• What the task asks
From the entries that follow, extract each line holding the string "none".

[Start of Attachment]

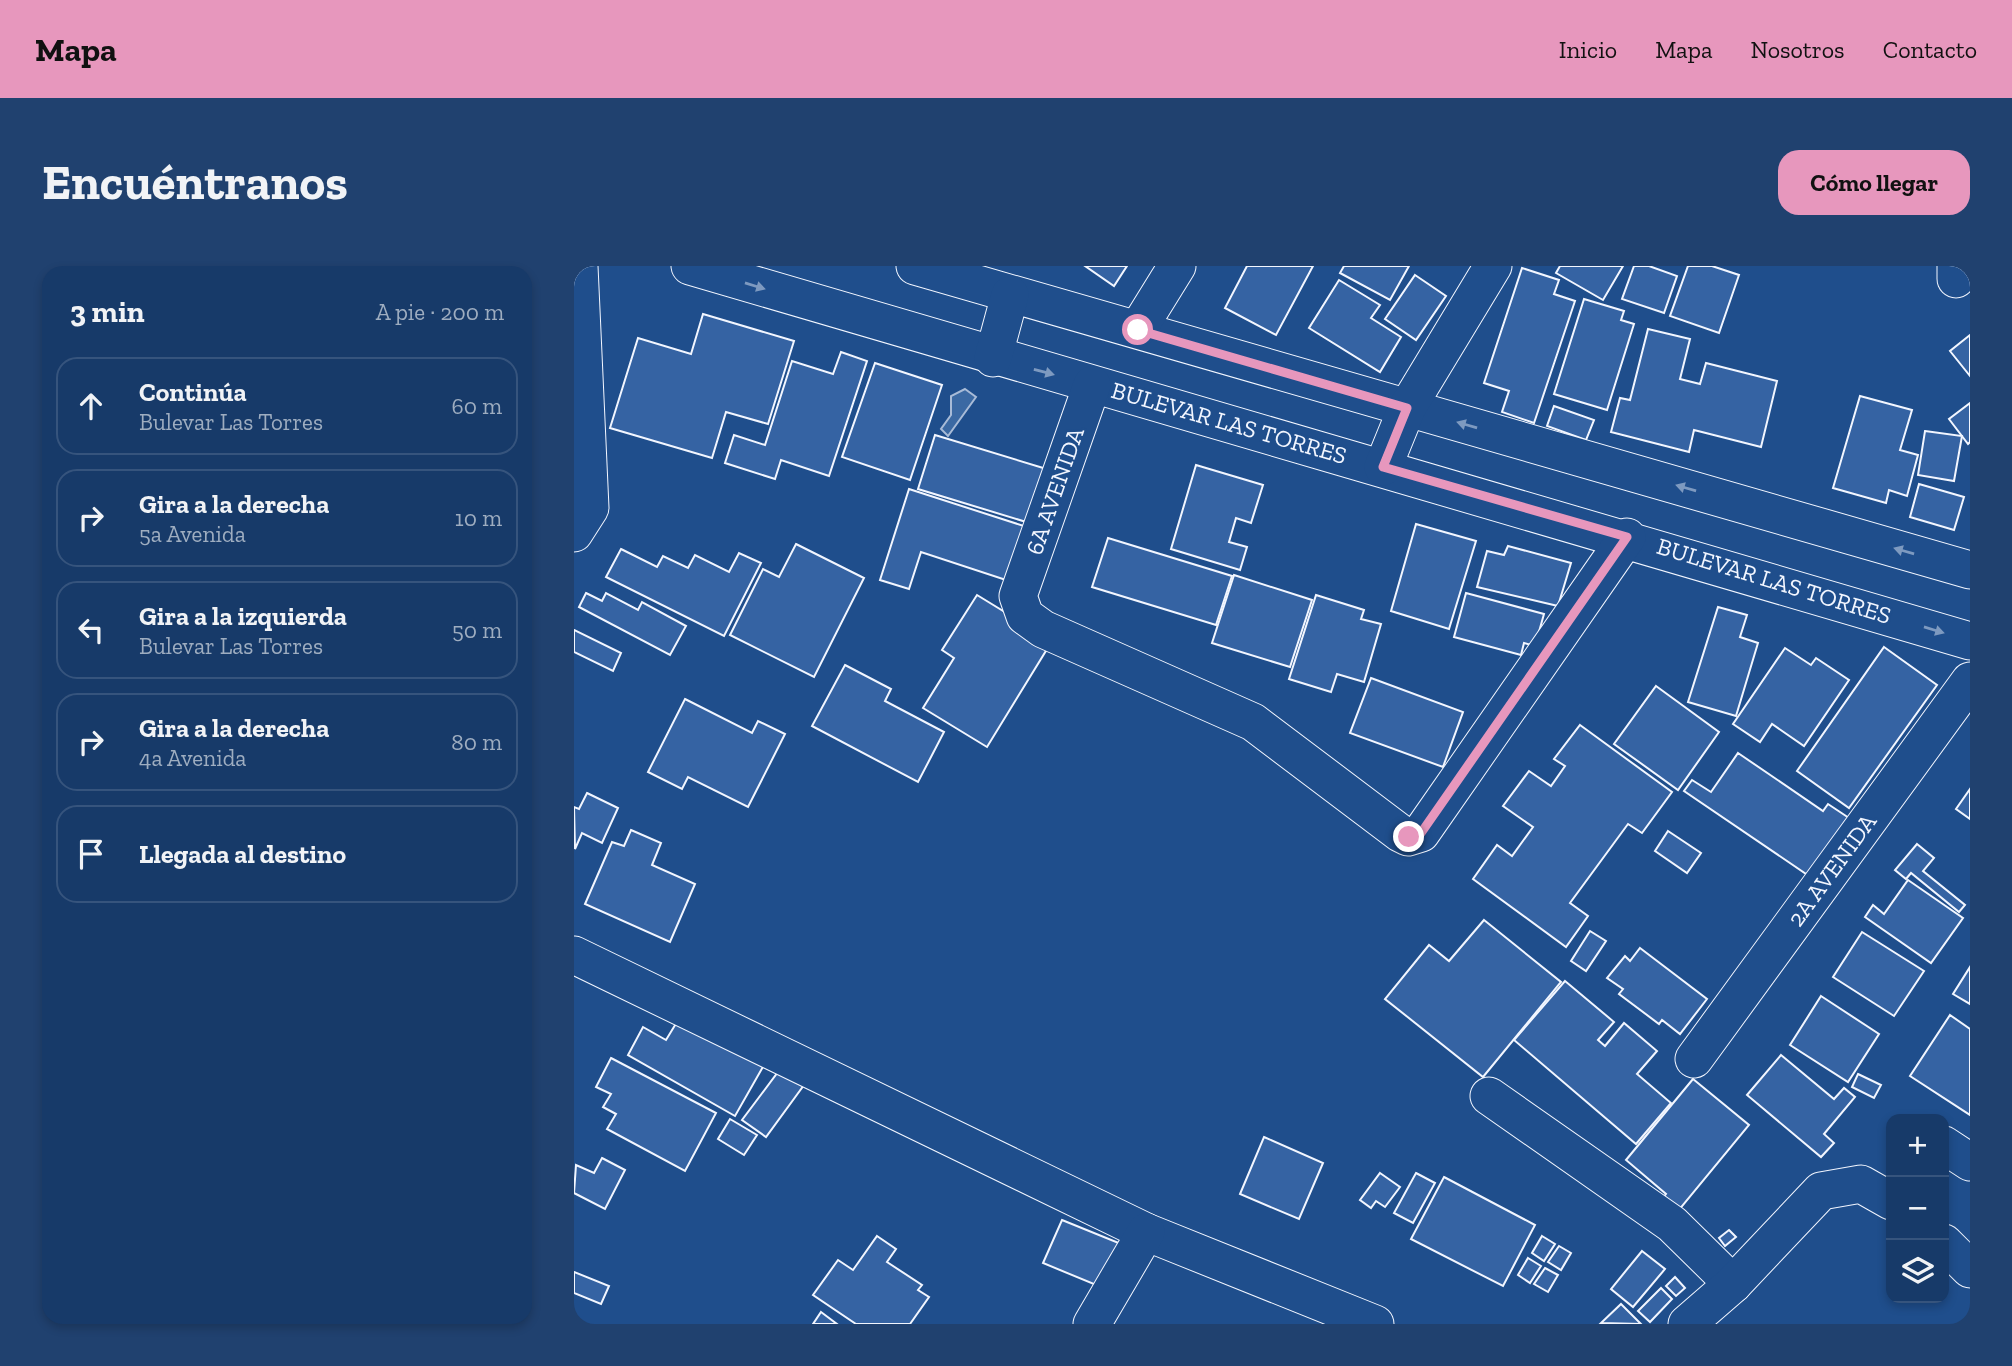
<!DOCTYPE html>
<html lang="es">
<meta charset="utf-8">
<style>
body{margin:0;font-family:"Zilla Slab",serif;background:#20416f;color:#f1f3f6}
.controls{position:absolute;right:21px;bottom:21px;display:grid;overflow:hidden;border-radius:14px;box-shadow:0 4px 10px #0003}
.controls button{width:63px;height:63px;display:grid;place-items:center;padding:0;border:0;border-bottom:2px solid #36547d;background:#173a69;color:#f1f3f6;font:35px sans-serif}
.stop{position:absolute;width:21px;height:21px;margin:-16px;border:5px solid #e797bd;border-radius:50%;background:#fff}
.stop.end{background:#e797bd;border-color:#fff;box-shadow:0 2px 7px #0008}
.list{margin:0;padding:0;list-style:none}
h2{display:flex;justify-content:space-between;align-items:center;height:91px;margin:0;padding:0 28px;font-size:30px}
h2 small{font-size:23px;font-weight:400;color:#9eadc0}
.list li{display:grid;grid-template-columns:46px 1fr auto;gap:21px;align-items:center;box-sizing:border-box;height:98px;margin:0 14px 14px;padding:0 14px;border:2px solid #36547d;border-radius:21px}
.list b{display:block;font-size:26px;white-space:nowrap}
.list p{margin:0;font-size:23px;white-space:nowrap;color:#9eadc0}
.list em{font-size:23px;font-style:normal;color:#9eadc0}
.icon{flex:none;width:38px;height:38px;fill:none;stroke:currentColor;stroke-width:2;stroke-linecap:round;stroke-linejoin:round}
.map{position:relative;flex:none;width:1396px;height:1058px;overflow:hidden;border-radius:21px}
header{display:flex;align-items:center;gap:42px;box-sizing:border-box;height:98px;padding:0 35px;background:#e797bd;color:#111}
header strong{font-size:33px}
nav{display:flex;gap:38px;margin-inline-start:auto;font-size:24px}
.intro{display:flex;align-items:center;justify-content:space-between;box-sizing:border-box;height:168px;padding:0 42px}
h1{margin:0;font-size:49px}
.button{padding:18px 32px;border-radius:21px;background:#e797bd;color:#111;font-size:24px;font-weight:700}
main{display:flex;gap:42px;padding:0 42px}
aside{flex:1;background:#173a69;border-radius:21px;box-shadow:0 4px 10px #0003}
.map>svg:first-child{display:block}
.water{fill:#3b69a3;stroke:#a8bbd7;stroke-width:2}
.building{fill:#3563a3;stroke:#f2f6ff;stroke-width:2}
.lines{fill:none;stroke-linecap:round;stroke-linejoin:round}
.minor-casing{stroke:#f2f6ff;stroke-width:39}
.minor{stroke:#1f4e8c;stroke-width:37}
.oneway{fill:#7e9ac0}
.route{stroke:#e797bd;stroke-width:9}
.labels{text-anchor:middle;stroke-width:5;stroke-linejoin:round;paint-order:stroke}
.street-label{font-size:24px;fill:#f2f6ff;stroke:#1f4e8c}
</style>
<header>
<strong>Mapa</strong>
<nav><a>Inicio</a><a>Mapa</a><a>Nosotros</a><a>Contacto</a></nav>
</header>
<div class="intro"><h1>Encuéntranos</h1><a class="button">Cómo llegar</a></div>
<main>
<aside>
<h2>3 min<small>A pie · 200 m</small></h2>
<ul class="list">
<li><svg class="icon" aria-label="ahead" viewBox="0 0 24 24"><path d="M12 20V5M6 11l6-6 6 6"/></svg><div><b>Continúa</b><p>Bulevar Las Torres</p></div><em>60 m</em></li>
<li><svg class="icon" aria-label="right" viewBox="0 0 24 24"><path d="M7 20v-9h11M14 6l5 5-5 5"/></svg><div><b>Gira a la derecha</b><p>5a Avenida</p></div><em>10 m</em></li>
<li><svg class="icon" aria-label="left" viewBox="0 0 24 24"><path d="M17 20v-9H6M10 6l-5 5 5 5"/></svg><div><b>Gira a la izquierda</b><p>Bulevar Las Torres</p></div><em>50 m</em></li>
<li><svg class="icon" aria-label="right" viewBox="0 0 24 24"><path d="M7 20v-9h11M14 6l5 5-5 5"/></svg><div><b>Gira a la derecha</b><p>4a Avenida</p></div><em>80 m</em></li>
<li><svg class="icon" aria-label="arrive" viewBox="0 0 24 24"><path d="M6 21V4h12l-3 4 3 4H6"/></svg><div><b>Llegada al destino</b></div></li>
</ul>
</aside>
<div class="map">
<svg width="1396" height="1058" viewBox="0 0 1396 1058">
<rect width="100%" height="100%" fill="#1f4e8c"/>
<!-- water -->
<polygon class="water" points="391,123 402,131 374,170 367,163 377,149 377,130"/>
<!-- building -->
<g class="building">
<polygon points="511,0 553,0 540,20"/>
<polygon points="673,0 739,0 702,69 651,42"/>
<polygon points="770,0 835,0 816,34 766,7"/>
<polygon points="986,0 1049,0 1029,34 982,7"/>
<polygon points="1060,0 1075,0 1103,10 1090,47 1048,33"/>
<polygon points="1114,0 1138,0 1165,9 1145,67 1096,50"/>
<polygon points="948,2 985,14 980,28 1001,35 960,157 928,146 935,125 910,117"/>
<polygon points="841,9 872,30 842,74 811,53"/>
<polygon points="765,14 806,39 797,52 827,71 806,106 735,62"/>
<polygon points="1010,33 1050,45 1047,54 1060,58 1033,144 980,128"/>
<polygon points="129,48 220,75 194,158 152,146 138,192 36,162 64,72 117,88"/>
<polygon points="1074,63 1116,73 1106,113 1126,118 1132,97 1203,115 1187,181 1120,164 1115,186 1037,166 1046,132 1056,134"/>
<polygon points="1396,69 1396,110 1376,85"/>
<polygon points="267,86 293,95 255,210 207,194 201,213 151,197 160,169 191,179 218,95 259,108"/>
<polygon points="301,97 368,119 336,214 268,191"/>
<polygon points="1286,130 1338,144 1326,184 1344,189 1333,230 1315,224 1312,237 1259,222"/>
<polygon points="1396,137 1396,176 1394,178 1375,153"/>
<polygon points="980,140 1020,154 1012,174 973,160"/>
<polygon points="1351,165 1388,170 1380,215 1344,209"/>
<polygon points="361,169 479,205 462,259 344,223"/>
<polygon points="622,199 689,219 677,257 662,252 655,276 673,281 666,304 597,283"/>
<polygon points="1345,218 1390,231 1380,264 1336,251"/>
<polygon points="335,223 456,262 438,316 347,286 335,323 306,314"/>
<polygon points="842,258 902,275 875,363 817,345"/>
<polygon points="534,272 658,310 642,359 518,321"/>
<polygon points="222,278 290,312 240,411 156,369 189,303 205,311"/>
<polygon points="934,280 997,297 984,340 903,321 913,285 930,289"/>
<polygon points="47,283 83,301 89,290 114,302 121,289 155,306 165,287 187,297 150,370 32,311"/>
<polygon points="660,309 738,334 716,401 638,377"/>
<polygon points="12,327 28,335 32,327 64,344 68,336 112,360 96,389 5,341"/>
<polygon points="892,327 970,348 961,380 950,377 947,389 880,371"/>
<polygon points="403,329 478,375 413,481 349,442 380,392 368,384"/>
<polygon points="742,329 790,344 787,353 807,358 790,416 763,408 757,426 715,413"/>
<polygon points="1144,341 1173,349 1166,371 1184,377 1162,450 1114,436"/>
<polygon points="0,364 47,387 39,405 0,386"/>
<polygon points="1310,381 1363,419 1275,542 1223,505"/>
<polygon points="1211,382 1237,399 1242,392 1275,414 1230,480 1198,458 1186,476 1159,458"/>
<polygon points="271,399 317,423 311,435 370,466 344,516 238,460"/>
<polygon points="797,412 889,446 869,501 776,467"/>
<polygon points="1082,420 1145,466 1104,524 1040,478"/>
<polygon points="111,433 178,467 184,455 211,468 174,541 114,511 108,523 74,506"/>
<polygon points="1006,459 1098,526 1068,567 1054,558 996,637 1014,650 992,681 899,613 923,579 938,590 959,561 929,540 955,505 977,520 991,500 980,493"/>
<polygon points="1164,487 1249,545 1254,538 1281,556 1241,614 1110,525 1118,514 1137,526"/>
<polygon points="1396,523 1396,553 1382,543"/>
<polygon points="13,527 44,542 28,577 8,567 1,583 0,541 5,543"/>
<polygon points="57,564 87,577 78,599 121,618 96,676 11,638 38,576 50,580"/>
<polygon points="1094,565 1127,587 1113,607 1081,585"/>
<polygon points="1343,578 1360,592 1349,605 1391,639 1385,646 1337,607 1332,613 1321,604"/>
<polygon points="1334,614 1389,652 1357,697 1291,651 1299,639 1310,648"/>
<polygon points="910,654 987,716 909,811 811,733 855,679 875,695"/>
<polygon points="1016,665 1032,675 1012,705 997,695"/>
<polygon points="1288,666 1350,705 1320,750 1259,711"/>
<polygon points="1066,682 1133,733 1106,768 1088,754 1085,758 1045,728 1049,723 1033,712 1051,690 1056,695"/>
<polygon points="1396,701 1396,738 1379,728"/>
<polygon points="991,715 1040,756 1024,774 1031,780 1050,757 1083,785 1063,808 1097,837 1062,878 940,774"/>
<polygon points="1247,730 1305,768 1274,816 1216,779"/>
<polygon points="1376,749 1396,763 1396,849 1336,810"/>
<polygon points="106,751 190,799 161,850 54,789 69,761 92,774"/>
<polygon points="1207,789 1260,833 1270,822 1281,831 1250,868 1260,877 1247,891 1173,829"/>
<polygon points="37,792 142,847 111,905 33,863 42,848 29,841 37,828 22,821"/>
<polygon points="207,802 230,819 192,871 168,854"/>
<polygon points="1284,808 1307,819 1300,832 1278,821"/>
<polygon points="1119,813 1175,859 1100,950 1084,938 1092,928 1052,894"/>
<polygon points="156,853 183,869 170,889 144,873"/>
<polygon points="690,871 749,897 725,953 666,928"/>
<polygon points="28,892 51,904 31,943 0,927 2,899 20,907"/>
<polygon points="806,907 826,921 811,941 802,935 797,942 786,934"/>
<polygon points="842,907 861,917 839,957 820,947"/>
<polygon points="870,911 961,959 929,1020 837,973"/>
<polygon points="488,954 562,984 544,1028 469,997"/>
<polygon points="1155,964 1162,971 1151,980 1145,972"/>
<polygon points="303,970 322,983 313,996 348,1019 344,1024 355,1031 336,1058 282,1058 239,1029 264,994 279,1004"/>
<polygon points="968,970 981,978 970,995 958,987"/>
<polygon points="985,980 997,987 987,1004 974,996"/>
<polygon points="1068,985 1091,1003 1059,1041 1037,1023"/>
<polygon points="954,992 967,1000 956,1017 944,1009"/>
<polygon points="971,1002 984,1009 974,1026 960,1018"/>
<polygon points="0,1006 35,1020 27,1038 0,1027"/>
<polygon points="1101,1011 1111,1022 1102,1030 1092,1020"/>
<polygon points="1087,1022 1098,1033 1076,1056 1064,1045"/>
<polygon points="1047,1038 1067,1058 1027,1057"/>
<polygon points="247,1046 263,1058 239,1058"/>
</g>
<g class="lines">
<defs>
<g id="minor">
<path d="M 116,0 C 542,129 970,246 1396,375"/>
<polyline points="341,0 1396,304"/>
<polyline points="1382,13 1382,0"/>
<polyline points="564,63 603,0"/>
<polyline points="419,92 436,29"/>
<polyline points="518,119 444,330 451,350 469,363 679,456 826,567 834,571 847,567 1053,271"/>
<polyline points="809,201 833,142 919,0"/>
<polyline points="0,267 16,242 5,0"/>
<polyline points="0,689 572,966 801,1058"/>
<polyline points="1120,793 1396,415"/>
<polyline points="915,830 1098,958 1159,1018"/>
<polyline points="1370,879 1396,896"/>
<polyline points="1370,977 1396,1003"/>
<polyline points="518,1058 572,966"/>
<polyline points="1113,1058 1159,1018 1247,925 1287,918 1317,935"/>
</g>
</defs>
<!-- minor casing -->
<use href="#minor" class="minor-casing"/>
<!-- minor -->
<use href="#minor" class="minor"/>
</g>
<!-- one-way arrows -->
<defs><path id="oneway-solid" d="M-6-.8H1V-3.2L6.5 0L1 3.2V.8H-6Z" transform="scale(1.75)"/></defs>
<g class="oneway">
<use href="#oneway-solid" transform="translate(181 20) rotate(17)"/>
<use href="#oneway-solid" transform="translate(470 106) rotate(15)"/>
<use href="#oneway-solid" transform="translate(893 159) rotate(-164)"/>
<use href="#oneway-solid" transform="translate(1112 222) rotate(-164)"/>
<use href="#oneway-solid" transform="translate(1330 285) rotate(-164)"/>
<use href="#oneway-solid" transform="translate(1360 364) rotate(17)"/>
</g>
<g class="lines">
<!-- route -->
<polyline class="route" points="564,64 833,142 809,201 1053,271 847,567 835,571"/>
</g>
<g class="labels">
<!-- street labels -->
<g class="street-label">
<text transform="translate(655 157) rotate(16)" y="8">BULEVAR LAS TORRES</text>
<text transform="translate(481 225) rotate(-71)" y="8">6A AVENIDA</text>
<text transform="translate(1200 315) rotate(17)" y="8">BULEVAR LAS TORRES</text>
<text transform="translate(1258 604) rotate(-54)" y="8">2A AVENIDA</text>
</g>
</g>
</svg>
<div class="controls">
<button>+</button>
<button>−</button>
<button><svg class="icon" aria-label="layers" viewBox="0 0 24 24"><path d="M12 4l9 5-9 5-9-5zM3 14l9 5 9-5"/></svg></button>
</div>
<div class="stop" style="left:564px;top:64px"></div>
<div class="stop end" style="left:835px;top:571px"></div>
</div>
</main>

[End of Attachment]

• Problem solution
.list{margin:0;padding:0;list-style:none}
.icon{flex:none;width:38px;height:38px;fill:none;stroke:currentColor;stroke-width:2;stroke-linecap:round;stroke-linejoin:round}
.map{position:relative;flex:none;width:1396px;height:1058px;overflow:hidden;border-radius:21px}
.lines{fill:none;stroke-linecap:round;stroke-linejoin:round}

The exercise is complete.